Forty-six years after his international debut, Yefim Bronfman was back with the Orchestre symphonique de Montréal this time to perform Beethoven's Third Piano Concerto. In 1975, the Orchestre symphonique de Montréal's Music Director Emeritus, Zubin Mehta, invited the then Israeli teenage piano sensation to share the billing with him on a return engagement with his former Montreal orchestra. In the ensuing decades, Bronfman has established himself as a top tier world class pianist.

Yefim Bronfman and the Orchestre symphonique de Montréal
© Antoine Saito (2019)
 

An OSM audience was rewarded once again, as Bronfman turned in a breathtaking performance. The orchestra, in the capable hands of guest conductor, Thomas Søndergård, gave a polished rendition of the initial theme of this concerto. Nonetheless, the music-making was taken to a heightened level with the entrance of Bronfman's solo voice, which excelled in both powerful marcato as well as florid lyrical passages. The balance between piano and orchestra was consistently fine tune, a credit to both conductor and soloist. Bronfman's attention to the lovely inner voices of this concerto contributed significantly to the expressiveness of his interpretation. Important timpani passages at the end of the opening movement were adroitly handled and the piano opening of the second movement was gorgeously played. Woodwind and string sections rose to the occasion in answering Bronfman with exquisite renderings of Beethoven's magnificent slow movement melodies. In the finale, he set a sprightly, but not frenetic, tempo which suited the character of the music (there was also some nice solo clarinet work here). Overall, a laudable degree of symbiosis was attained between orchestra and soloist. Both forces were sensitive to the other's playing, resulting in a spontaneous interpretation that lifted the music off the page. Beyond a doubt, the OSM brought their A-game to this collaboration.
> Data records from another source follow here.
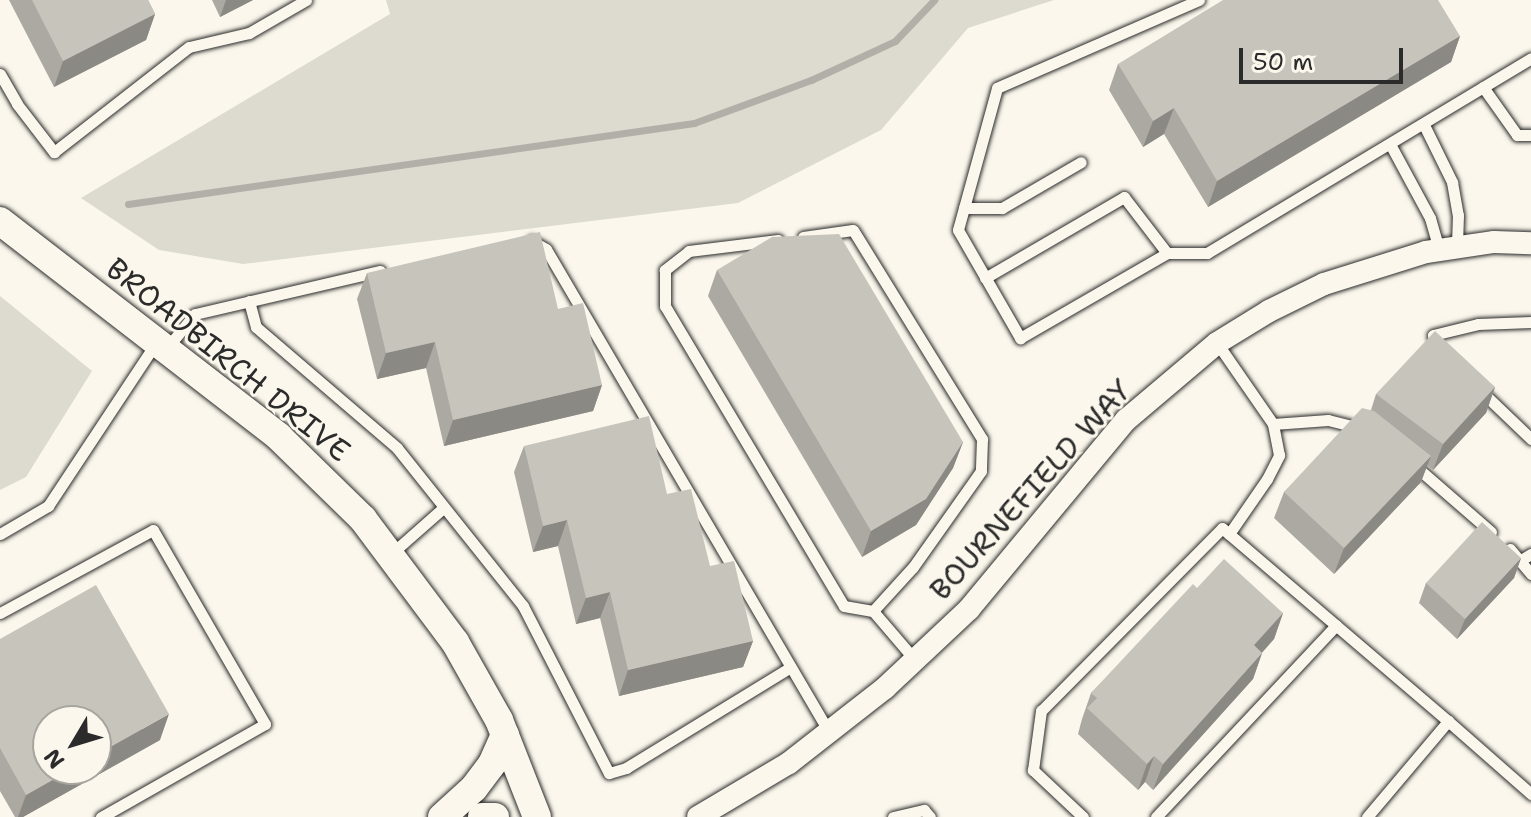 <!DOCTYPE html>
<style>
body{margin:0}
#map{position:relative;width:1531px;height:817px;overflow:hidden;background:#fbf7ec;font-family:"Shantell Sans",sans-serif}
div>[style]{position:absolute}
[style*='--x']{left:calc(var(--x)*1px);top:calc(var(--y)*1px);width:calc(var(--w)*1px);rotate:calc(var(--a)*1deg)}
.green>*{inset:0;background:#dddad0}
.stream>*{height:7px;margin:-3.5px;padding:0 3.5px;transform-origin:3.5px;border-radius:3.5px;background:#b1afa7}
.roads{filter:drop-shadow(0 0 2px #2b2b2b) drop-shadow(0 0 2px #2b2b2b)}
.service>*{height:11px;margin:-5.5px;padding:0 5.5px;transform-origin:5.5px;border-radius:5.5px;background:#fbf7ec}
.minor>*{height:22px;margin:-11px;padding:0 11px;transform-origin:11px;border-radius:11px;background:#fbf7ec}
.tertiary>*{height:28px;margin:-14px;padding:0 14px;transform-origin:14px;border-radius:14px;background:#fbf7ec}
.wall>*{inset:0;background:#aba9a2}
.shaded-wall>*{inset:0;background:#8b8984}
.building>*{inset:0;background:#c7c4bc}
span{translate:-50% -50%;white-space:nowrap;text-align:center;line-height:1.15;-webkit-text-stroke:6px #fbf7ec;paint-order:stroke}
.street-label{font-size:30px;color:#2b2b2b}
.north{position:absolute;left:32px;top:705px;width:80px;height:80px;box-sizing:border-box;background:#fbf7ec;border:2px solid #a8a59f;border-radius:50%;rotate:232deg;font-size:22px;font-weight:700;line-height:32px;text-align:center;color:#2b2b2b}
.north::after{content:'';display:block;margin:auto;width:28px;height:36px;background:#2b2b2b;clip-path:polygon(50% 0,100% 100%,50% 72%,0 100%)}
.scale{position:absolute;left:1239px;top:48px;width:164px;height:36px;box-sizing:border-box;border:4px solid #2b2b2b;border-top:0;padding-left:10px;font-size:24px;line-height:28px;white-space:nowrap;color:#2b2b2b;-webkit-text-stroke:6px #fbf7ec;paint-order:stroke}
</style>
<div id="map">
<div class="green">
<div style="clip-path:polygon(386px 0,1054px 0,968px 28px,881px 130px,738px 203px,243px 264px,159px 250px,81px 198px,390px 14px)"></div>
<div style="clip-path:polygon(0 296px,92px 371px,26px 477px,0 490px)"></div>
</div>
<div class="stream">
<div style="--x:128;--y:204;--w:572;--a:-8.14"></div>
<div style="--x:694;--y:123;--w:125;--a:-20.2"></div>
<div style="--x:811;--y:80;--w:93;--a:-24.9"></div>
<div style="--x:895;--y:41;--w:57;--a:-46.4"></div>
</div>
<div class="roads">
<div class="service">
<div style="--x:1199;--y:0;--w:220;--a:156.5"></div>
<div style="--x:997;--y:88;--w:147;--a:105.4"></div>
<div style="--x:958;--y:230;--w:125;--a:60.1"></div>
<div style="--x:1020;--y:338;--w:170;--a:-30"></div>
<div style="--x:1167;--y:253;--w:40;--a:0"></div>
<div style="--x:1207;--y:253;--w:378;--a:-31"></div>
<div style="--x:0;--y:74;--w:34;--a:60"></div>
<div style="--x:17;--y:104;--w:61;--a:52.4"></div>
<div style="--x:54;--y:152;--w:171;--a:-37.9"></div>
<div style="--x:189;--y:47;--w:62;--a:-13.1"></div>
<div style="--x:249;--y:33;--w:66;--a:-30.1"></div>
<div style="--x:1483;--y:87;--w:59;--a:54.7"></div>
<div style="--x:1517;--y:135;--w:14;--a:0"></div>
<div style="--x:1424;--y:125;--w:64;--a:63.8"></div>
<div style="--x:1452;--y:182;--w:34;--a:80"></div>
<div style="--x:1458;--y:215;--w:33;--a:92"></div>
<div style="--x:1390;--y:144;--w:84;--a:61.6"></div>
<div style="--x:1430;--y:218;--w:33;--a:74"></div>
<div style="--x:964;--y:208;--w:38;--a:0"></div>
<div style="--x:1002;--y:208;--w:91;--a:-30.2"></div>
<div style="--x:803;--y:237;--w:50;--a:-8"></div>
<div style="--x:853;--y:230;--w:246;--a:58.3"></div>
<div style="--x:982;--y:439;--w:32;--a:92"></div>
<div style="--x:981;--y:471;--w:118;--a:125.3"></div>
<div style="--x:913;--y:567;--w:59;--a:132.3"></div>
<div style="--x:778;--y:240;--w:90;--a:173"></div>
<div style="--x:689;--y:251;--w:31;--a:142"></div>
<div style="--x:665;--y:270;--w:36;--a:90"></div>
<div style="--x:665;--y:306;--w:349;--a:59.2"></div>
<div style="--x:844;--y:606;--w:29;--a:10"></div>
<div style="--x:873;--y:611;--w:65;--a:49.4"></div>
<div style="--x:532;--y:241;--w:16;--a:30"></div>
<div style="--x:546;--y:249;--w:560;--a:59.63"></div>
<div style="--x:985;--y:278;--w:161;--a:-30.2"></div>
<div style="--x:1124;--y:197;--w:71;--a:52.5"></div>
<div style="--x:249;--y:301;--w:27;--a:75"></div>
<div style="--x:256;--y:327;--w:186;--a:40.6"></div>
<div style="--x:397;--y:448;--w:202;--a:51.4"></div>
<div style="--x:523;--y:606;--w:188;--a:62.8"></div>
<div style="--x:609;--y:773;--w:18;--a:-16"></div>
<div style="--x:626;--y:768;--w:193;--a:-31.5"></div>
<div style="--x:1217;--y:343;--w:98;--a:55.3"></div>
<div style="--x:1273;--y:424;--w:55;--a:-4.2"></div>
<div style="--x:1328;--y:420;--w:34;--a:14"></div>
<div style="--x:1435;--y:343;--w:8;--a:-104"></div>
<div style="--x:1433;--y:335;--w:46;--a:-13.7"></div>
<div style="--x:1478;--y:324;--w:53;--a:-2.2"></div>
<div style="--x:166;--y:349;--w:45;--a:-50.4"></div>
<div style="--x:195;--y:314;--w:190;--a:-13.1"></div>
<div style="--x:1482;--y:392;--w:68;--a:43.8"></div>
<div style="--x:1414;--y:465;--w:102;--a:41"></div>
<div style="--x:0;--y:534;--w:56;--a:-30.3"></div>
<div style="--x:48;--y:506;--w:196;--a:-56.5"></div>
<div style="--x:1229;--y:534;--w:67;--a:-55.4"></div>
<div style="--x:1267;--y:479;--w:27;--a:-63"></div>
<div style="--x:1279;--y:455;--w:32;--a:-101"></div>
<div style="--x:1510;--y:549;--w:33;--a:50"></div>
<div style="--x:391;--y:554;--w:69;--a:-41.5"></div>
<div style="--x:1521;--y:560;--w:12;--a:-31"></div>
<div style="--x:0;--y:613;--w:174;--a:-28.5"></div>
<div style="--x:153;--y:530;--w:224;--a:60"></div>
<div style="--x:265;--y:724;--w:189;--a:150.4"></div>
<div style="--x:893;--y:817;--w:32;--a:-13"></div>
<div style="--x:924;--y:810;--w:9;--a:49"></div>
<div style="--x:1083;--y:817;--w:69;--a:-136.8"></div>
<div style="--x:1033;--y:770;--w:60;--a:-82.3"></div>
<div style="--x:1041;--y:711;--w:257;--a:-45.3"></div>
<div style="--x:1222;--y:528;--w:297;--a:40.5"></div>
<div style="--x:1156;--y:817;--w:263;--a:-46.8"></div>
<div style="--x:1367;--y:817;--w:126;--a:-49.8"></div>
<div style="--x:1448;--y:721;--w:111;--a:41.3"></div>
</div>
<div class="minor">
<div style="--x:698;--y:817;--w:106;--a:-30.7"></div>
<div style="--x:789;--y:763;--w:122;--a:-38"></div>
<div style="--x:885;--y:688;--w:115;--a:-43.2"></div>
<div style="--x:969;--y:609;--w:246;--a:-50.3"></div>
<div style="--x:1126;--y:420;--w:119;--a:-40.2"></div>
<div style="--x:1217;--y:343;--w:61;--a:-31.6"></div>
<div style="--x:1269;--y:311;--w:61;--a:-26.1"></div>
<div style="--x:1324;--y:284;--w:107;--a:-17.4"></div>
<div style="--x:1426;--y:252;--w:69;--a:-8.4"></div>
<div style="--x:1494;--y:242;--w:37;--a:2"></div>
</div>
<div class="tertiary">
<div style="--x:0;--y:221;--w:353;--a:37.7"></div>
<div style="--x:279;--y:437;--w:117;--a:44.3"></div>
<div style="--x:363;--y:519;--w:154;--a:53.2"></div>
<div style="--x:455;--y:642;--w:90;--a:60.6"></div>
<div style="--x:499;--y:720;--w:104;--a:68.6"></div>
<div style="--x:442;--y:817;--w:43;--a:-42.2"></div>
<div style="--x:474;--y:788;--w:30;--a:-53"></div>
<div style="--x:492;--y:764;--w:32;--a:-66"></div>
<div style="--x:482;--y:817;--w:13;--a:0"></div>
</div>
</div>
<div class="wall">
<div style="clip-path:polygon(9px 0,148px 0,155px 14px,146px 40px,54px 87px)"></div>
<div style="clip-path:polygon(212px 0,253px 0,220px 17px)"></div>
<div style="clip-path:polygon(1460px 36px,1451px 62px,1208px 207px,1164px 134px,1143px 147px,1109px 90px,1118px 64px)"></div>
<div style="clip-path:polygon(717px 270px,963px 442px,953px 468px,916px 525px,862px 557px,708px 296px)"></div>
<div style="clip-path:polygon(367px 273px,558px 309px,602px 385px,593px 411px,444px 446px,426px 368px,377px 379px,357px 299px)"></div>
<div style="clip-path:polygon(1495px 387px,1486px 413px,1433px 470px,1427px 465px,1421px 482px,1334px 574px,1274px 518px,1284px 492px,1371px 410px,1376px 394px)"></div>
<div style="clip-path:polygon(524px 446px,667px 494px,753px 641px,743px 667px,619px 696px,600px 618px,576px 624px,558px 546px,533px 552px,514px 472px)"></div>
<div style="clip-path:polygon(1521px 558px,1514px 578px,1457px 639px,1419px 603px,1426px 583px)"></div>
<div style="clip-path:polygon(1197px 588px,1283px 613px,1274px 639px,1262px 653px,1253px 679px,1153px 790px,1145px 782px,1138px 790px,1078px 734px,1082px 719px,1091px 693px)"></div>
<div style="clip-path:polygon(0 639px,160px 740px,23px 817px,15px 817px,0 791px)"></div>
</div>
<div class="shaded-wall">
<div style="clip-path:polygon(226px 0,253px 0,220px 17px)"></div>
<div style="clip-path:polygon(155px 14px,146px 40px,54px 87px,63px 61px)"></div>
<div style="clip-path:polygon(1460px 36px,1451px 62px,1208px 207px,1217px 181px)"></div>
<div style="clip-path:polygon(1174px 108px,1164px 134px,1143px 147px,1153px 121px)"></div>
<div style="clip-path:polygon(435px 342px,426px 368px,377px 379px,386px 353px)"></div>
<div style="clip-path:polygon(602px 385px,593px 411px,444px 446px,453px 420px)"></div>
<div style="clip-path:polygon(1495px 387px,1486px 413px,1433px 470px,1443px 444px)"></div>
<div style="clip-path:polygon(963px 442px,953px 468px,916px 525px,862px 557px,871px 531px)"></div>
<div style="clip-path:polygon(1431px 456px,1421px 482px,1334px 574px,1344px 548px)"></div>
<div style="clip-path:polygon(567px 520px,558px 546px,533px 552px,543px 526px)"></div>
<div style="clip-path:polygon(1521px 558px,1514px 578px,1457px 639px,1465px 619px)"></div>
<div style="clip-path:polygon(610px 592px,600px 618px,576px 624px,586px 598px)"></div>
<div style="clip-path:polygon(1283px 613px,1274px 639px,1245px 671px,1254px 645px)"></div>
<div style="clip-path:polygon(753px 641px,743px 667px,619px 696px,628px 670px)"></div>
<div style="clip-path:polygon(1262px 653px,1253px 679px,1153px 790px,1163px 764px)"></div>
<div style="clip-path:polygon(169px 714px,160px 740px,23px 817px,18px 817px,26px 795px,72px 769px,96px 769px,96px 755px)"></div>
<div style="clip-path:polygon(1154px 756px,1145px 782px,1138px 790px,1147px 764px)"></div>
</div>
<div class="building">
<div style="clip-path:polygon(32px 0,148px 0,155px 14px,63px 61px)"></div>
<div style="clip-path:polygon(1223px 0,1438px 0,1460px 36px,1217px 181px,1174px 108px,1153px 121px,1118px 64px)"></div>
<div style="clip-path:polygon(540px 232px,558px 309px,583px 303px,602px 385px,453px 420px,435px 342px,386px 353px,367px 273px)"></div>
<div style="clip-path:polygon(839px 234px,963px 442px,926px 499px,871px 531px,717px 270px,772px 237px)"></div>
<div style="clip-path:polygon(1435px 331px,1495px 387px,1443px 444px,1376px 394px)"></div>
<div style="clip-path:polygon(1362px 408px,1374px 411px,1431px 456px,1344px 548px,1284px 492px)"></div>
<div style="clip-path:polygon(649px 416px,667px 494px,691px 489px,710px 566px,734px 561px,753px 641px,628px 670px,610px 592px,586px 598px,567px 520px,543px 526px,524px 446px)"></div>
<div style="clip-path:polygon(1482px 522px,1521px 558px,1465px 619px,1426px 583px)"></div>
<div style="clip-path:polygon(1224px 559px,1283px 613px,1254px 645px,1262px 653px,1163px 764px,1154px 756px,1147px 764px,1087px 708px,1097px 698px,1091px 693px,1193px 584px,1197px 588px)"></div>
<div style="clip-path:polygon(96px 585px,169px 714px,96px 755px,96px 721px,48px 721px,48px 769px,72px 769px,26px 795px,0 748px,0 639px)"></div>
</div>
<div class="street-label">
<span style="left:228px;top:360px;rotate:39deg">BROADBIRCH DRIVE</span>
<span style="left:1031px;top:490px;rotate:-48deg">BOURNEFIELD WAY</span>
</div>
<div class="north">N</div>
<div class="scale">50 m</div>
</div>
Next was the premiere of Precipice, an OSM commission by American composer Dorothy Chang, who is currently on faculty at Vancouver's University of British Columbia. The palette of percussion section sonorities employed added a great deal to the evocation of an array of contrasting moods. In the reverberant acoustic of this hall, the percussion section became overpowering during the work's turbulent sections. Once again, the orchestra turned in a solid, well-rehearsed performance.

Maestro Søndergård afforded himself well in the Fifth Symphony of Sibelius. His thorough command of the score enabled him to elicit some lovely phrasing from the musicians, although in the middle movement, the pizzicato playing of the strings was marred by occasional rhythmic issues. The final movement of this symphony is a jewel of early 20th-century orchestral repertoire. The pairs of French horns heralding this movement's famous theme could have matched more closely, both in sonority and articulation. Overall though, with the recent addition of some new personnel, the OSM's brass section is sounding better than ever. Technical challenges in this movement were handled with aplomb by the full string section. The well-spaced short notes that conclude this work were spot on together – no easy feat. This made for a dramatic conclusion to the concert.

 Based on the warm audience reaction afforded this performance, it is safe to conclude that  Montrealers would welcome a return visit by Thomas Søndergård.